Unexplained possession of recently stolen goods can be used in conjunction with other evidence to infer guilty knowledge, but standing alone it will not support the inference or authorize a conviction. Storey v. State, 162 Ga. App. 763, 292 S.E.2d 483 (1982).
- In prosecution for receiving stolen property, judge's instruction to jury "that recent possession of stolen property without satisfactory explanation is sufficient to establish criminal intent" was error, despite proper instruction on burden of proving criminal intent, and required reversal. Williams v. State, 159 Ga. App. 865, 285 S.E.2d 597 (1981).

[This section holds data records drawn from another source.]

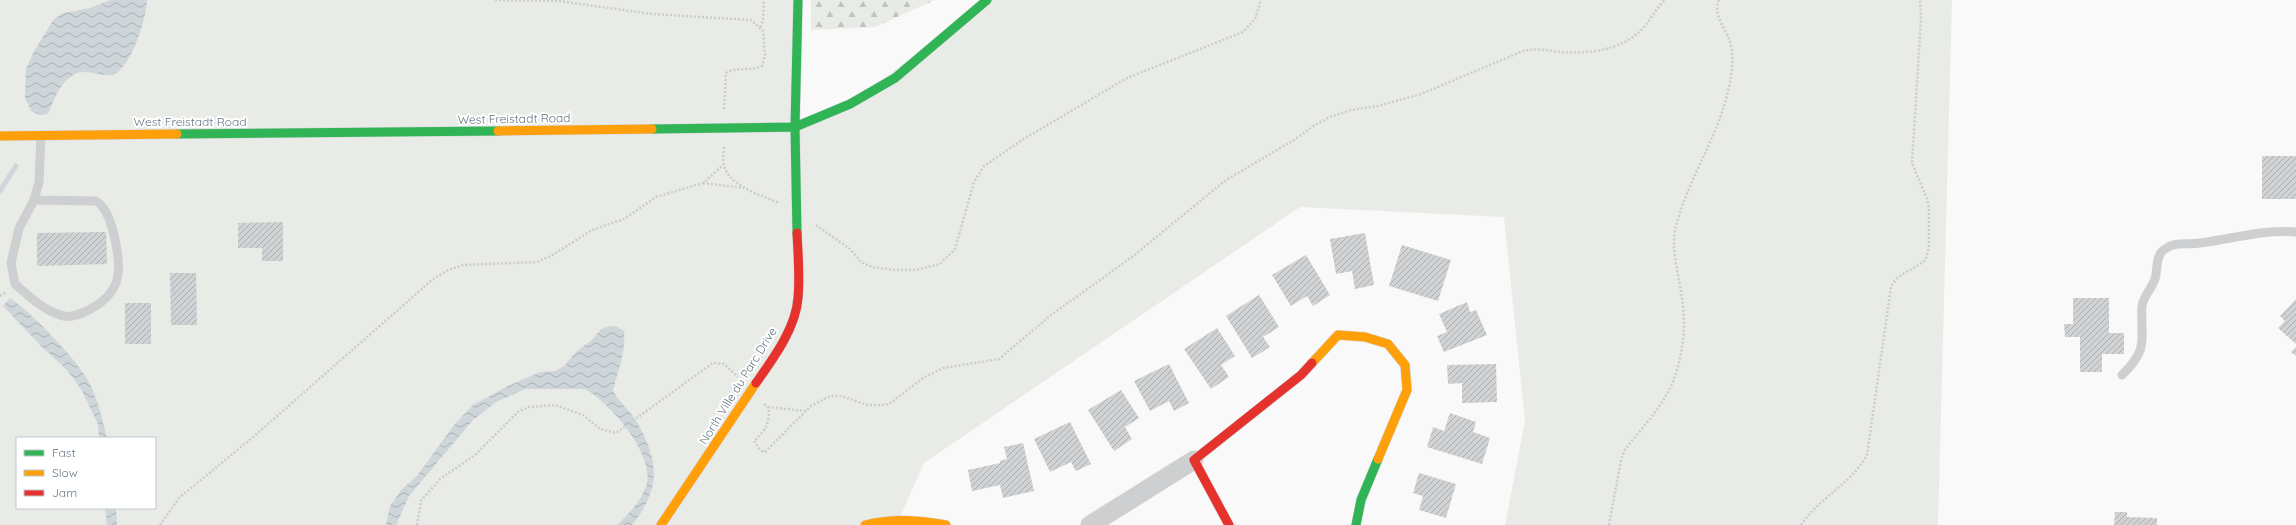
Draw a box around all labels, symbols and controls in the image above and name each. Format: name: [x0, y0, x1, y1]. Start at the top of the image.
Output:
street label: West Freistadt Road: [457, 110, 571, 127]
street label: West Freistadt Road: [134, 114, 246, 129]
street label: North Ville du Parc Drive: [695, 324, 780, 447]
legend: [16, 437, 156, 509]
text: Fast: [52, 445, 76, 460]
text: Slow: [52, 465, 78, 480]
text: Jam: [52, 485, 77, 500]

- When defendant's posture is one of admitting presence and cooperation for one criminal purpose (stealing money from the cash register), but denying the intent of participating in an armed robbery, the matter thus essentially involves the credibility of the defendant; and if the defendant's explanation of the incident is contradicted by the testimony of the police officers, the hotel employee, and the victims, the jury is authorized to reject the explanation. Parham v. State, 166 Ga. App. 855, 305 S.E.2d 599 (1983).
- Act which constituted possession - flight from police with contraband - itself furnishes evidence of defendant's guilt and defendant's criminal intention to conceal incriminating evidence, just as evidence has been attempted to be concealed by such means as throwing it out of car windows. Haire v. State, 133 Ga. App. 12, 209 S.E.2d 681 (1974).
Flight upon seeing one whom accused has reason to believe may accuse him of specific crime may be shown as indication of sense of guilt. Jarmello v. State, 152 Ga. App. 741, 264 S.E.2d 34 (1979).
Defendant's attempts to interfere with the execution of search warrants, to flee, and to evade the police by hiding in a closet constituted evidence of defendant's consciousness of guilt and intention to exercise control over contraband. Moody v. State, 232 Ga. App. 499, 502 S.E.2d 323 (1998).
- In a prosecution for child molestation, where the evidence established that defendant exposed the defendant's genitals to a child under the age of 14, although defendant argued that the defendant had a different intention in exposing the defendant's genitals, it could be inferred from the act of exposure that the defendant did so with intent to arouse or satisfy the defendant's sexual desires. Hathcock v. State, 214 Ga. App. 188, 447 S.E.2d 104 (1994).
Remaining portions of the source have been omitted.